The Iowa Department of Transportation has separately ordered the Des Moines to turn off the cameras because they were not making roads safer. City officials say they will fight the order in court.
Bird Flu Cases Start To Decline
DES MOINES, Iowa (AP) - There are no additional bird flu cases in Iowa giving hundreds of state and federal workers and hired contractors a chance to catch up with the backlog of birds to be euthanized.
Iowa Department of Agriculture officials say they expect to have all turkeys exposed to the H5N2 virus euthanized and composting by the end of the day Thursday. That's about 1.2 million turkeys.
Of the nearly 28 million chickens exposed to the virus, about 24 million have been euthanized. Disposal using composting, on-site burial, incineration and placement in landfills, continues.

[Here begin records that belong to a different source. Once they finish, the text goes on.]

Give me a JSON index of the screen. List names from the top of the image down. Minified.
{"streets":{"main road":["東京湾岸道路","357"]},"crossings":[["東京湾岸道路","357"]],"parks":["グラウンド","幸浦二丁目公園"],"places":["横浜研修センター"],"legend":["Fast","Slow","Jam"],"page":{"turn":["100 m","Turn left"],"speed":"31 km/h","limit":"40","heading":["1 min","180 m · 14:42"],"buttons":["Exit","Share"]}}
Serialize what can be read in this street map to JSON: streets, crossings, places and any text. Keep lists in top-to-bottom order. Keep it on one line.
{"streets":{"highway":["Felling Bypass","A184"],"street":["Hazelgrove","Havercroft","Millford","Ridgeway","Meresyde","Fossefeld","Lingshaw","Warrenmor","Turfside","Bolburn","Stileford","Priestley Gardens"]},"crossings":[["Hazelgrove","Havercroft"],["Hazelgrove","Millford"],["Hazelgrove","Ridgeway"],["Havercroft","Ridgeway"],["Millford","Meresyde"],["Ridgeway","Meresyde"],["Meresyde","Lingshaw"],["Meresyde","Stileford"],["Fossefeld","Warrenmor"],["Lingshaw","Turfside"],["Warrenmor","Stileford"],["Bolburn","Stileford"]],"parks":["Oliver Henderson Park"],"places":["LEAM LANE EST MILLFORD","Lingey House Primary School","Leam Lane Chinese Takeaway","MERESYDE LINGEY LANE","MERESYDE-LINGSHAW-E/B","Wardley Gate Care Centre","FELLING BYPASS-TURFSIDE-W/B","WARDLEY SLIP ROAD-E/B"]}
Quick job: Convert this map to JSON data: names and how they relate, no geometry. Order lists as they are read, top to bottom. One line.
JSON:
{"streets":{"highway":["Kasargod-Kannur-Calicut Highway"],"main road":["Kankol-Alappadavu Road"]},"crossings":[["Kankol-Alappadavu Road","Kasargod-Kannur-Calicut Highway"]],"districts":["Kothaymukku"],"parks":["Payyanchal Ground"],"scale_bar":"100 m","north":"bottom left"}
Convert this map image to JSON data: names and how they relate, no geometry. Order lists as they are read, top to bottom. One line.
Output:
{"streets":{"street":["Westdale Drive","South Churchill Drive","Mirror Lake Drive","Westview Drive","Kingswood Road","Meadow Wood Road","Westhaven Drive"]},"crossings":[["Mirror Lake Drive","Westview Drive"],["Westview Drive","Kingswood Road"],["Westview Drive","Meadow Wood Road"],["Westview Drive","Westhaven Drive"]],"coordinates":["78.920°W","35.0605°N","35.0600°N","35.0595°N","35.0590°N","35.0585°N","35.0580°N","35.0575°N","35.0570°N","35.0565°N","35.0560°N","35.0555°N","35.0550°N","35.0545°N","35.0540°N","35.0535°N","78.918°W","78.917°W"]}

Officials believe warmer temperatures will kill the virus and Iowa is expected to have highs in the 80s for the next seven days.
Minnesota reported one new case on a turkey farm.
Grassley Says USDA Has Been Slow To Act On Bird Flu Virus
(Washington) -- Iowa Republican Senator Chuck Grassley addressed the bird flu issue during his weekly news conference. Grassley says the U-S Department of Agriculture has been slow to respond to Iowa's poultry producers request for action.
Grassley worries that when the time comes for producers to re-populate their barns, the federal government will be slow on action during that time.
The republican senator is also critical of the U-S-D-A's inability to help producers with the disposal of the millions of dead bird carcasses.
Grassley says that he and Senator Joni Ernst have been visiting with Senate Agriculture Committee Chairman Pat Roberts of Kansas to schedule public hearings regarding the bird flu, but so far, nothing has been scheduled on the Senate calendar.
Meth Manufacturer Sentenced To 20 Years
CEDAR RAPIDS, Iowa (AP) - The U.S. attorney says an eastern Iowa man who caused a fire the damaged six mobile homes while attempting to manufacture meth has been sentenced to 20 years in federal prison.
U.S. District Judge Linda Reade on Thursday sentenced 27-year-old Michael Lala to prison after he pleaded guilty in January to attempting to manufacture meth.
In a plea agreement, Lala acknowledged that in November 2013 he was cooking meth in a mobile home in Hiawatha when a bottle tipped over, causing a fire that destroyed the structure and damaged five neighboring mobile homes.
In the agreement, Lala also admitted making meth many times between 2012 and 2014.
After his 20 years in prison, Lala must serve three years of supervision. There is no parole in the federal system.
Coralville Man Claims Justification To Kidnapping Step Daughter
IOWA CITY, Iowa (AP) - Court documents say a 48-year-old Coralville man will claim justification in defending himself against accusations that he abducted his 10-year-old stepdaughter.
Kenneth Johns is accused of kidnapping the girl from a Solon home in early March. Johns' attorney filed documents Wednesday that say Johns intends to "rely on the defense of justification" in contesting a kidnapping charge.
The girl's mother, 44-year-old Shelly Johns, in April pleaded guilty to child endangerment charges. Criminal complaints say Shelly Johns burned her daughter's face with a cigarette, smacked her, kicked her and pulled her hair. Police also say Shelly Johns kept drugs inside the house where she lived with the girl and used them in her presence. The girl's disappearance prompted a state-wide Amber alert.